$include_dir="/home/hyper-archives/boost-users/include"; include("$include_dir/msg-header.inc") ?>
Subject: Re: [Boost-users] [asio] Problem with async_read/async_read_some not reacting to incoming data
From: Bill Somerville (bill_at_[hidden])
Date: 2009-03-19 11:52:58
Stig Sandø wrote:
> Hei,
>
> We're rewriting a client with boost asio but have run into some 
> problems when stresstesting the client.  The client is fetching 
> textual and graphics from a server with one connection that is open at 
> all time.  When the client is getting large amounts of graphics data 
> it will after awhile suddenly stop receiving data, and eventually it 
> will hit our timeouts and the last call sent is an 
> async_read/async_read_some.  We are keeping the server well-fed with 
> requests so there should be graphics forthcoming without pause.  The 
> problem has been seen on win32, linux and darwin when testing on a 
> gigabit net fetching raw 1080i graphics (4M for each field), and is 
> most frequent on darwin.  This is naturally an absolute show-stopper 
> for us.
>
> So we are a bit loss what is going wrong and why 
> async_read/async_read_some stops reacting in the middle of the 
> fetch-queue, despite wireshark showing that the data is incoming.  

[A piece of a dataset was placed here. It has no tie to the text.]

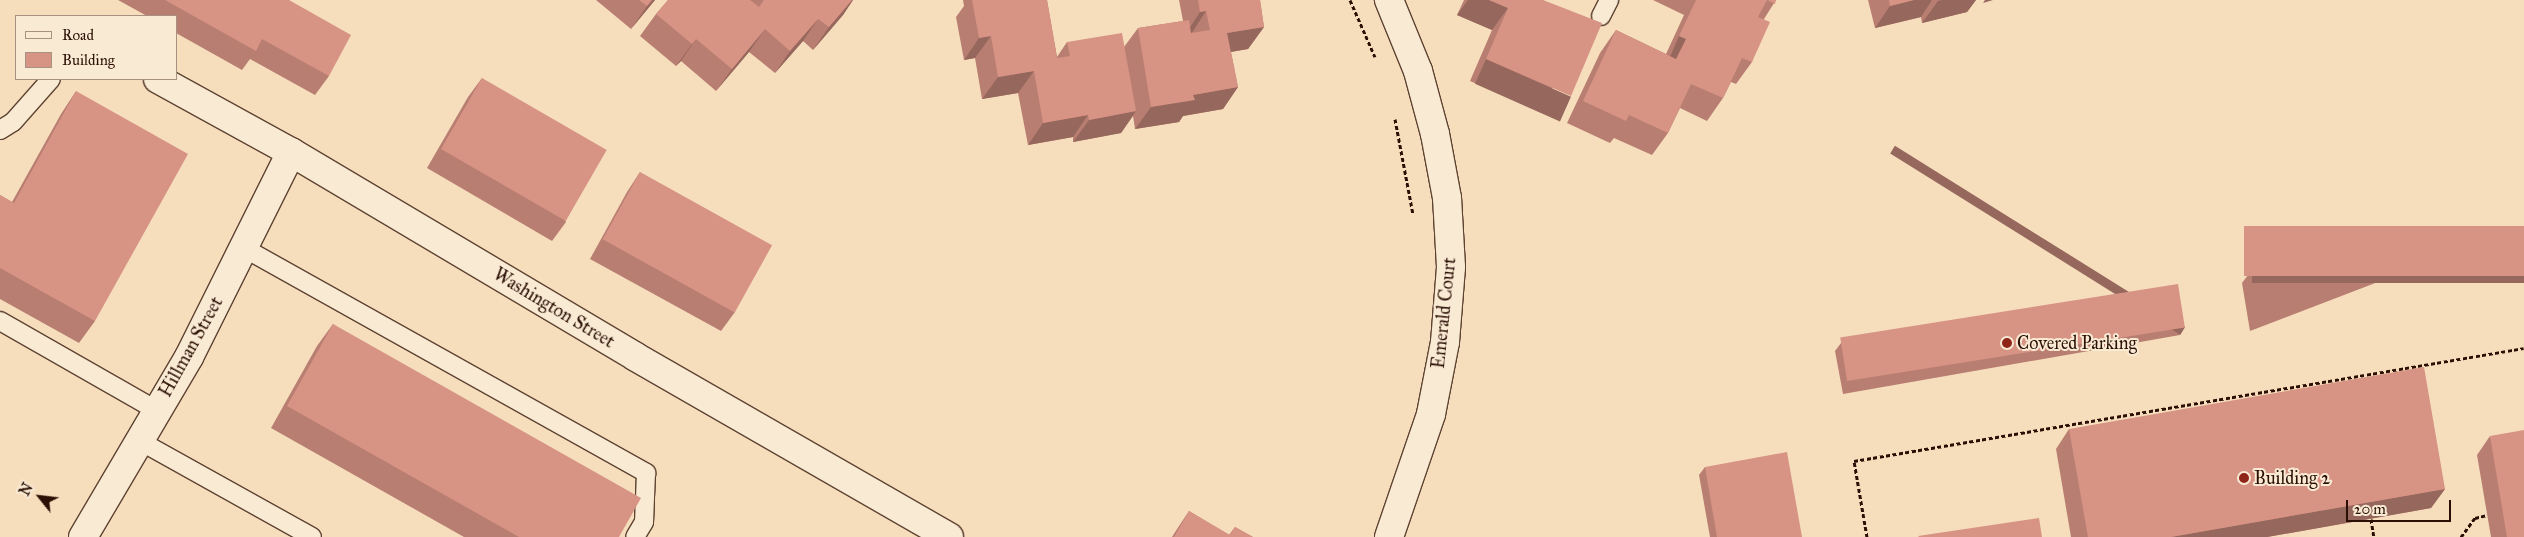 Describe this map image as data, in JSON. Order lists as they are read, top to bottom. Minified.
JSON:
{"streets":{"street":["Washington Street","Emerald Court","Hillman Street"]},"crossings":[["Washington Street","Hillman Street"]],"places":["Covered Parking","Building 2"],"legend":["Road","Building"],"scale_bar":"20 m","north":"top left"} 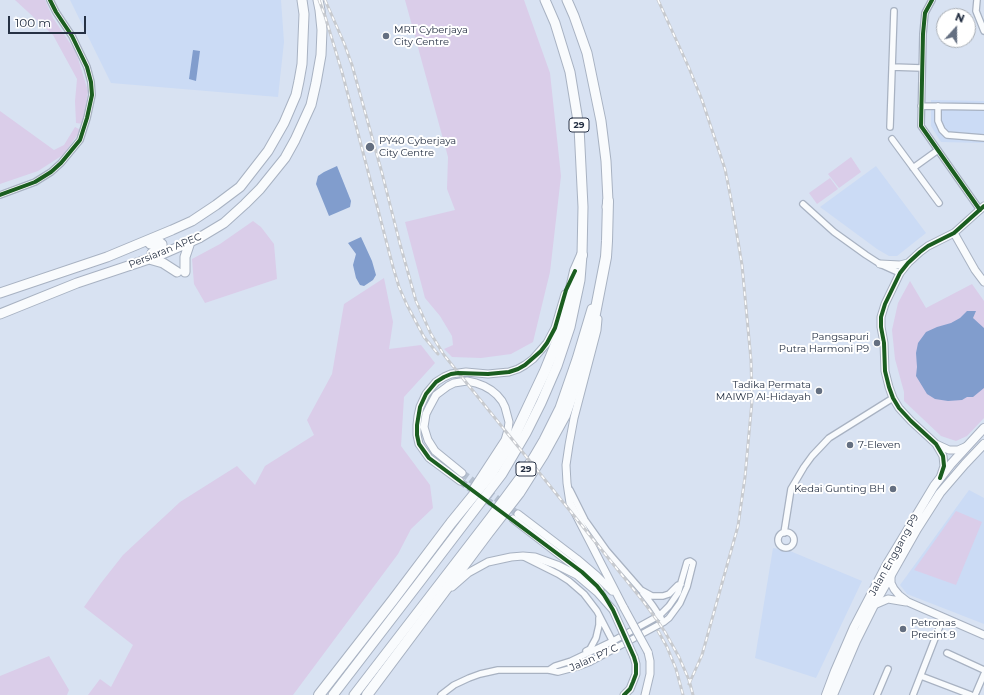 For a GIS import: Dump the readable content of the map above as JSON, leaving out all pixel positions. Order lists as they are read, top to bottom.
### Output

> When using compression on the data the problem is harder to reproduce, 
> which might suggest a race-condition somewhere.  But our code is just 
> using a single thread for io_service and all async-communication is 
> triggered from this io-thread which has a work-object to keep the 
> io_service spinning.  We're also making sure there is at most one 
> async_read and one async_write in effect at a time, roughly similar to 
> the chat_client sample.
I would be suspicious of the 'incoming_request' queue, where is that 
data being popped from the queue, if it is not from the context of the 
io_service thread then it is not thread safe.
>
> Has anyone seen something similar or have any input on how best to 
> figure out what goes wrong?  Are there invariants that says you cannot 
> read and write at the same time?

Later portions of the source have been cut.